PROBLEM TO SOLVE
Within the records below, find each line with the word "display" and copy it out.

=-=-=-=-=

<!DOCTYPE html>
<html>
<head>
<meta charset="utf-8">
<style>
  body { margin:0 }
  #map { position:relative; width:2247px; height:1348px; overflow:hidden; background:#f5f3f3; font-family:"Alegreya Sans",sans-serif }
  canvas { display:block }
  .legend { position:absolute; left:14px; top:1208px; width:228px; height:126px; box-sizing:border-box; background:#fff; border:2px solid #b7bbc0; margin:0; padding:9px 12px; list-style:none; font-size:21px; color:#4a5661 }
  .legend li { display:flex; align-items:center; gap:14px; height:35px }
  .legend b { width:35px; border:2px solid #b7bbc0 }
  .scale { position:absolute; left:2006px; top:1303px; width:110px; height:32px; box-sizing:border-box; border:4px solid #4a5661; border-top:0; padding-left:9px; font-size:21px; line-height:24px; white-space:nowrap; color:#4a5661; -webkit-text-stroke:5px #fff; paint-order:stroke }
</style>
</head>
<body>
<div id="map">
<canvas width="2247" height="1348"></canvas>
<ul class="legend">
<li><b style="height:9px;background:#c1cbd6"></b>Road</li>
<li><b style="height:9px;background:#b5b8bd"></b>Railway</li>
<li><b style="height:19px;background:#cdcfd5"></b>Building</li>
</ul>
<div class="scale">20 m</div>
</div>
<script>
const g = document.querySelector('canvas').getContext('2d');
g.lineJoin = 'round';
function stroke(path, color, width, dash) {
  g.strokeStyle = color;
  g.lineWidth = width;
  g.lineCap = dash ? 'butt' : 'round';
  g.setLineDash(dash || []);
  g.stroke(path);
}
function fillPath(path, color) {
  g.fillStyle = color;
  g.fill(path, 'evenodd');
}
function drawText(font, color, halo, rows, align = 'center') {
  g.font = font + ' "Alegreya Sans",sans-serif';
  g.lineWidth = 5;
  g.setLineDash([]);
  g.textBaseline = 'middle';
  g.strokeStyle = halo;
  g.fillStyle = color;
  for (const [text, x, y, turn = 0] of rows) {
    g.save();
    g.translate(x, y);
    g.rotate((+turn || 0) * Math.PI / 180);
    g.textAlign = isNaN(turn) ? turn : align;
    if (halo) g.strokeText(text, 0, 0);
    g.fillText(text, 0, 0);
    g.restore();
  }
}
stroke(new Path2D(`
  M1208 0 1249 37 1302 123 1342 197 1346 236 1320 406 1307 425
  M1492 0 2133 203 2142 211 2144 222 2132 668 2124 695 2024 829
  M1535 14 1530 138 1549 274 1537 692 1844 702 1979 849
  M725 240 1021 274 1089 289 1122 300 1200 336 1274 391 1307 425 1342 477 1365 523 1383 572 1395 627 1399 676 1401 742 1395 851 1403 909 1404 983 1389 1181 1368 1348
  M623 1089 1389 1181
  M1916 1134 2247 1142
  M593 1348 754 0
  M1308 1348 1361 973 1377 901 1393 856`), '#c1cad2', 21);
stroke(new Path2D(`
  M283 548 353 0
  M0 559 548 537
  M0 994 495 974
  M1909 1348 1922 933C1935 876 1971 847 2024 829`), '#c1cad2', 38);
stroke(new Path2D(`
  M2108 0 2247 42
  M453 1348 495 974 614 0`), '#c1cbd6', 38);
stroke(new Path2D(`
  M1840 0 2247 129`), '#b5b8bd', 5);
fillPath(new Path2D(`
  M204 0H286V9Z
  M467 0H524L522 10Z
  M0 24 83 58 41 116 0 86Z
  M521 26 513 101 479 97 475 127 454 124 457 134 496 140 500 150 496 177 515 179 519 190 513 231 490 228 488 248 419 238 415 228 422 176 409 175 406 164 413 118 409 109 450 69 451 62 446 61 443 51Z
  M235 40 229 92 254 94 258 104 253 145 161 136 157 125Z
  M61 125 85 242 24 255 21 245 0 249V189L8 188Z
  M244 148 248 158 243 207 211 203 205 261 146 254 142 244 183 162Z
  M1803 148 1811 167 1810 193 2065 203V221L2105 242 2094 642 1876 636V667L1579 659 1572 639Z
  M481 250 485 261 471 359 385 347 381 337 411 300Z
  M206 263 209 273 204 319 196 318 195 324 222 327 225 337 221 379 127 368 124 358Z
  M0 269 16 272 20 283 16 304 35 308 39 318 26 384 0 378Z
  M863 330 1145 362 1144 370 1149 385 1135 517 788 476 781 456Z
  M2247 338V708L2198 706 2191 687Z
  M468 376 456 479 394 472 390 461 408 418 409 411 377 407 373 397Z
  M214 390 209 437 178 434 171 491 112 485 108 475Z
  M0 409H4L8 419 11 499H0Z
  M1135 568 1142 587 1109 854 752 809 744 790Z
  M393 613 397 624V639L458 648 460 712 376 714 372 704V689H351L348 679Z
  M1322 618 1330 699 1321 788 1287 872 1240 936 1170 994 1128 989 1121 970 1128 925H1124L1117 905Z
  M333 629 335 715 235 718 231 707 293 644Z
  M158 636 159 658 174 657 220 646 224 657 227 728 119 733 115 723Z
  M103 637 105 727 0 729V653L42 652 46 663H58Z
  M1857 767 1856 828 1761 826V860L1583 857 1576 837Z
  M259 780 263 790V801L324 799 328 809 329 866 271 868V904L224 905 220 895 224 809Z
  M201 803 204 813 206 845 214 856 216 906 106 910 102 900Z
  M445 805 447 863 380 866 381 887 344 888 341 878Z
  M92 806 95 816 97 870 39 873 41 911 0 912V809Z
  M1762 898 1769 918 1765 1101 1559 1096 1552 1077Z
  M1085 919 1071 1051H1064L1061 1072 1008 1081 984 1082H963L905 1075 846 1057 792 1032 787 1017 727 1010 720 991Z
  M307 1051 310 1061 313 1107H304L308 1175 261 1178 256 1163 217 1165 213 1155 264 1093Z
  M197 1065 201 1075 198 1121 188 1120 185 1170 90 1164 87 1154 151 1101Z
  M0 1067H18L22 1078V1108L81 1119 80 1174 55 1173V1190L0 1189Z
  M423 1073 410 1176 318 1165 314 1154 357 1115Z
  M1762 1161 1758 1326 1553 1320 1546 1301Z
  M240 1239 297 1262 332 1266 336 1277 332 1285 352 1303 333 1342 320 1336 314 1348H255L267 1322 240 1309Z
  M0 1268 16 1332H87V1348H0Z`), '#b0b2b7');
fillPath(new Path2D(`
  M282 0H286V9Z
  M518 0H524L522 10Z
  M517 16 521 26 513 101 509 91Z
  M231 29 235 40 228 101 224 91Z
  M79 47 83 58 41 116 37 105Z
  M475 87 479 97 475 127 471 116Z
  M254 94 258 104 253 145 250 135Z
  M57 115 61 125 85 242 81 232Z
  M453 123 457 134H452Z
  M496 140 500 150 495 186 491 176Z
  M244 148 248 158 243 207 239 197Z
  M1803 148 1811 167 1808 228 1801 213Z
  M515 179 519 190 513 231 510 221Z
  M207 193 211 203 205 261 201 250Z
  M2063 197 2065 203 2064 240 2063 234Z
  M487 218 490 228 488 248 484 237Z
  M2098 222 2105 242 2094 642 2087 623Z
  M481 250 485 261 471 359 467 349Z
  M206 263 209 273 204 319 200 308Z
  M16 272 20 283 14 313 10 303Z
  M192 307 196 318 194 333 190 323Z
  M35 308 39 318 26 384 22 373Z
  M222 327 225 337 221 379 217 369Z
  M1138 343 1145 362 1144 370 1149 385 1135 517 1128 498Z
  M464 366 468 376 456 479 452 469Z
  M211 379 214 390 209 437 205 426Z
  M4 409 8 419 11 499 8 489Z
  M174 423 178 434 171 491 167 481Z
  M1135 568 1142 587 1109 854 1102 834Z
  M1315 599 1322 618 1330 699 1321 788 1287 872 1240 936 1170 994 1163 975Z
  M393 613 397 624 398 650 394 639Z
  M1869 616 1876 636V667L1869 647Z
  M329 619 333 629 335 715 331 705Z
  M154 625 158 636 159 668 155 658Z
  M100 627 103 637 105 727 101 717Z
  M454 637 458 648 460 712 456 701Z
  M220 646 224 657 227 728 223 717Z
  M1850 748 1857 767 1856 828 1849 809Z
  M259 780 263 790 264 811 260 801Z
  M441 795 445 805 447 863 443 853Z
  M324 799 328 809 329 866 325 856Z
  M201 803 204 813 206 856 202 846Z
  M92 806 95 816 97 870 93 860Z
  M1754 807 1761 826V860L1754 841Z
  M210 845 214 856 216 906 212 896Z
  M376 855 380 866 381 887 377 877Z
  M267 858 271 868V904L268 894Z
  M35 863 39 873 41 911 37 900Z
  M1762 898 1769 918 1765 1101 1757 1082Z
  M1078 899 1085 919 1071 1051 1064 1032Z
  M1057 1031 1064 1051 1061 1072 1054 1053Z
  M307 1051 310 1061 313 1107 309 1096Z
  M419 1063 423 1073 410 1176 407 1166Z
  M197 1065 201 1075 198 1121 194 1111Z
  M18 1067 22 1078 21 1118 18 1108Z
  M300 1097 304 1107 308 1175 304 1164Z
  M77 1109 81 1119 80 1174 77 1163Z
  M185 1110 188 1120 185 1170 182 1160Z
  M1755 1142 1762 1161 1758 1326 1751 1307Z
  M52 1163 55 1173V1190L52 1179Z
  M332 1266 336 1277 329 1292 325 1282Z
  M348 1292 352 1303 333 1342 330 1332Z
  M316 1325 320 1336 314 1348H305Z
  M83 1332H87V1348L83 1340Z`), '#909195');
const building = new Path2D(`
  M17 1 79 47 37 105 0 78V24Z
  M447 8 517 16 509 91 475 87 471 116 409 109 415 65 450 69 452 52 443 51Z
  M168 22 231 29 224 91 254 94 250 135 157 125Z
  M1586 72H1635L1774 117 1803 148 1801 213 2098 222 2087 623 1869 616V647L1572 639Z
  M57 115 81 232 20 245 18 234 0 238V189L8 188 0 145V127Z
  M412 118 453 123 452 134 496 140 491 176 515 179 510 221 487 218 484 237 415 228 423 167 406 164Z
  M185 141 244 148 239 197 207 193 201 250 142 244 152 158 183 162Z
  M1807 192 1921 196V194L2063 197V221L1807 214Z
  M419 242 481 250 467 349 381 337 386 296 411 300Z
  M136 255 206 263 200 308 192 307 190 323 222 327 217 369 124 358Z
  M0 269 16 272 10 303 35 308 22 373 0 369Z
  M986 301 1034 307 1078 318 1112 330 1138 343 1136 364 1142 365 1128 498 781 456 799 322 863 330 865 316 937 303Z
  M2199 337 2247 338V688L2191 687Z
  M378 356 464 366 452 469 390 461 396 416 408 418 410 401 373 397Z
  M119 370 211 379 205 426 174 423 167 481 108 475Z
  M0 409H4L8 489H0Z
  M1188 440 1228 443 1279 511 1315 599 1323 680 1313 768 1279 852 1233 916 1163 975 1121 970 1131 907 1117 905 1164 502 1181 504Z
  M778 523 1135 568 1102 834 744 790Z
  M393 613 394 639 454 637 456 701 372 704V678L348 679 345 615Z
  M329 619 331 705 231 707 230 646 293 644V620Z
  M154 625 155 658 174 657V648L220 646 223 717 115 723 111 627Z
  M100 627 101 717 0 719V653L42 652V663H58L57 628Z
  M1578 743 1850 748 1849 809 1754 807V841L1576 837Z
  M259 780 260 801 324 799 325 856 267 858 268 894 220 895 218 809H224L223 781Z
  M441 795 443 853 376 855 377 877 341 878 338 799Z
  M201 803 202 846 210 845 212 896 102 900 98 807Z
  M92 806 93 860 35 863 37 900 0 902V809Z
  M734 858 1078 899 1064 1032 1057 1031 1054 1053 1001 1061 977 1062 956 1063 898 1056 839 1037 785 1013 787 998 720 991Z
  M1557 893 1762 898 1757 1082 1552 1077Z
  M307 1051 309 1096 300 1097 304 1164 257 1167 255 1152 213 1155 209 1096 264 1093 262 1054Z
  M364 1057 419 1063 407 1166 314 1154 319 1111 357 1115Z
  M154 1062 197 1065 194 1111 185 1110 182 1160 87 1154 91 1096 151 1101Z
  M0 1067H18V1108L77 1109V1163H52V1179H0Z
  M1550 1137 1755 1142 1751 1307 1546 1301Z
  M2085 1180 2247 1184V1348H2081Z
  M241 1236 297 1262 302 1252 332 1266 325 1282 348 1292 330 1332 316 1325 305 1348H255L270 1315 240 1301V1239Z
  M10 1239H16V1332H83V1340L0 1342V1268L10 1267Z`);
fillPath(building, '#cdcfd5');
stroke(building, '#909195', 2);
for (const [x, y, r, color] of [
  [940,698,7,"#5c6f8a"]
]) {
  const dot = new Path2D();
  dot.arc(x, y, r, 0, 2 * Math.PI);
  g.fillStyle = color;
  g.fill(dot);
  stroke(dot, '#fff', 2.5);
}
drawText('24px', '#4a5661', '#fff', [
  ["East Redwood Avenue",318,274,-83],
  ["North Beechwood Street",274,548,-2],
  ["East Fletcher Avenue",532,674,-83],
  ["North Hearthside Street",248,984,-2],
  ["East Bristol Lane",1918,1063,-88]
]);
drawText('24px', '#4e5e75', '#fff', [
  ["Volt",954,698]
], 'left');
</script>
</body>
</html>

=-=-=-=-=

SOLUTION TO THE PROBLEM
  canvas { display:block }
  .legend li { display:flex; align-items:center; gap:14px; height:35px }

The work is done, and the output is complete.